The upregulated genes are enriched for DNA binding proteins, transcription factors and RNA processing proteins
As noted above, a number of mRNAs somewhat unexpectedly increased following induction of ΔN-RNMT (Figure 2B and Supplementary Table S1). When analyzed by PANTHER, the upregulated genes fell into related categories associated primarily with transcription and RNA processing (Table 2). This was unlikely due to cell stress as there was no evidence for increased eIF2α phosphorylation or for changes in translation as determined by pulse labeling with puromycin (Supplementary Figure S3). Compensatory changes in gene expression have been described (27), and we suspect these changes may be a compensatory response to the decline in a substantial number of transcripts or a widespread, secondary response to decreased levels of protein(s) encoded by one or more recapping targets.
Table 2.
PANTHER protein class | REFLIST (20996) | #up with ΔN-RNMT | Expected | Fold enrichment | Raw P-value | FDR |
---|---|---|---|---|---|---|
Ubiquitin-protein ligase | 98 | 27 | 10.88 | 2.48 | 1.19 × 10−4 | 2.13 × 10−3 |
Ligase | 252 | 54 | 27.98 | 1.93 | 3.19 × 10−5 | 7.61 × 10−4 |
Chromatin/chromatin-binding protein | 122 | 30 | 13.54 | 2.21 | 3.16 × 10−4 | 4.85 × 10−3 |
DNA binding protein | 469 | 89 | 52.07 | 1.71 | 8.40 × 10−6 | 3.61 × 10−4 |
Nucleic acid binding | 1599 | 279 | 177.52 | 1.57 | 4.04 × 10−12 | 8.69 × 10−10 |
mRNA splicing factor | 109 | 25 | 12.10 | 2.07 | 2.08 × 10−3 | 2.23 × 10−2 |
mRNA processing factor | 150 | 38 | 16.65 | 2.28 | 2.33 × 10−5 | 6.25 × 10−4 |
RNA binding protein | 636 | 111 | 70.61 | 1.57 | 2.26 × 10−5 | 6.93 × 10−4 |
Kinase modulator | 137 | 31 | 15.21 | 2.04 | 7.00 × 10−4 | 1.00 × 10−2 |
Transcription cofactor | 167 | 35 | 18.54 | 1.89 | 1.29 × 10−3 | 1.63 × 10−2 |
Transcription factor | 1156 | 191 | 128.34 | 1.49 | 5.02 × 10−7 | 5.39 × 10−5 |
Kinase | 368 | 65 | 40.86 | 1.59 | 8.65 × 10−4 | 1.16 × 10−2 |
Transferase | 866 | 144 | 96.14 | 1.50 | 1.03 × 10−5 | 3.69 × 10−4 |
The upregulated genes in Supplementary Table S2 were analyzed by PANTHER as in Table 1 using Fisher's Exact Test with False Discovery Rate correction.

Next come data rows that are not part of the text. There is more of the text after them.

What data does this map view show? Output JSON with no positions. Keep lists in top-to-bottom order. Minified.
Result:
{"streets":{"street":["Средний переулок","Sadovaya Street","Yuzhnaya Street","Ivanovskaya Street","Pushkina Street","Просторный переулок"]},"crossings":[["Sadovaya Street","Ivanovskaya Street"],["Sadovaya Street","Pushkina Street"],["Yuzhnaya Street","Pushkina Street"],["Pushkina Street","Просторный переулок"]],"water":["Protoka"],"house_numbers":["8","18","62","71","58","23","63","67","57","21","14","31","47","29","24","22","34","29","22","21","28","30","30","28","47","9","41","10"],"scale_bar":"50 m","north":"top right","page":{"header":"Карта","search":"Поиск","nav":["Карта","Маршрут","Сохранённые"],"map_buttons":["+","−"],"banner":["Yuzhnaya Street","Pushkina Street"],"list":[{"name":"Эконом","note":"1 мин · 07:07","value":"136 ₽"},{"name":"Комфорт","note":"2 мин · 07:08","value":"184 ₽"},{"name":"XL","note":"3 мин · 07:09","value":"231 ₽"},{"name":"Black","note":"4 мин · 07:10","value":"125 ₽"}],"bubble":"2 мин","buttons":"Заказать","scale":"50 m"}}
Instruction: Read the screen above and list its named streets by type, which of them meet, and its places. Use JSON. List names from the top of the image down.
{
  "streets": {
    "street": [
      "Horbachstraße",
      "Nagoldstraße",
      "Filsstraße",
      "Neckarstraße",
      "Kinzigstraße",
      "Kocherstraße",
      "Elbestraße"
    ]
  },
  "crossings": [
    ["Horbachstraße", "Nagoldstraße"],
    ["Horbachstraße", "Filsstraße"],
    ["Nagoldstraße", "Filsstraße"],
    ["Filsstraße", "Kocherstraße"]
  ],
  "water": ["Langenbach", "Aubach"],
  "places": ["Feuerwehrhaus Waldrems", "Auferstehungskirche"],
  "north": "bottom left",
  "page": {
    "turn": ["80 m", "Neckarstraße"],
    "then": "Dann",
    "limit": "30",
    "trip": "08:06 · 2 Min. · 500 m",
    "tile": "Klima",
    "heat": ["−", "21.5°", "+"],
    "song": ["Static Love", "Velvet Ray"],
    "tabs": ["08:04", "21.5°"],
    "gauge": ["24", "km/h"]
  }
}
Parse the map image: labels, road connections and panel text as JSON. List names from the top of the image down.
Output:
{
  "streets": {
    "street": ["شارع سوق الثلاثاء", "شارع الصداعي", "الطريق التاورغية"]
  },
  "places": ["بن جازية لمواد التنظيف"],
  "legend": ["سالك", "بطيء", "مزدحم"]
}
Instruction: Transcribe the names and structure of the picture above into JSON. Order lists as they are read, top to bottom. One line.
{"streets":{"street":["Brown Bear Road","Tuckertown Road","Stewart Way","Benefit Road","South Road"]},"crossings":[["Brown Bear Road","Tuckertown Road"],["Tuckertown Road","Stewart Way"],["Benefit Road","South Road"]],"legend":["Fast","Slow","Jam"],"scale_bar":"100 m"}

Inhibiting cytoplasmic cap methylation impacts alternative polyadenylation
Bioinformatics performed in (28) classified the initial group of recapping targets (8) as coming from multi-UTR genes. Although alternative polyadenylation impacts much of the transcriptome (29), that finding suggested a possible link to target identification. To address this, we quantified alternative 3′ end formation via the fraction of 3′ end sequence tags in a gene aligning to the annotated 3′ processing site of the gene for all RefSeq genes in the GRCh38 reference genome. RiboDiff was used to compare these fractions from control and ΔN-RNMT expressing cells, reasoning that our quantity of interest was a ratio just like the ratio of ribosome protected fragments to RNA-Seq reads in ribosome profiling. Genes with significant changes are shown graphically in Figure 5A (and listed in Supplementary Table S3), with changes in 3′ ends superimposed on the quantitative data from Figure 2B and Supplementary Table S1. The absence of significant overlap between altered 3′ end usage and altered transcript levels (purple dots) indicates alternative polyadenylation is not a major determinant of target selection. In fact, these doubly significant genes were more prominent in the population of transcripts that increased with ΔN-RNMT and thus are likely not targets of cytoplasmic recapping. This analysis also identified transcripts that underwent changes in 3′ ends but not their steady-state level (red dots). No discernible ontological groupings were revealed by PANTHER analysis of these two datasets, suggesting changes in their 3′ ends are unlikely to be related to biochemical pathways of their encoded proteins.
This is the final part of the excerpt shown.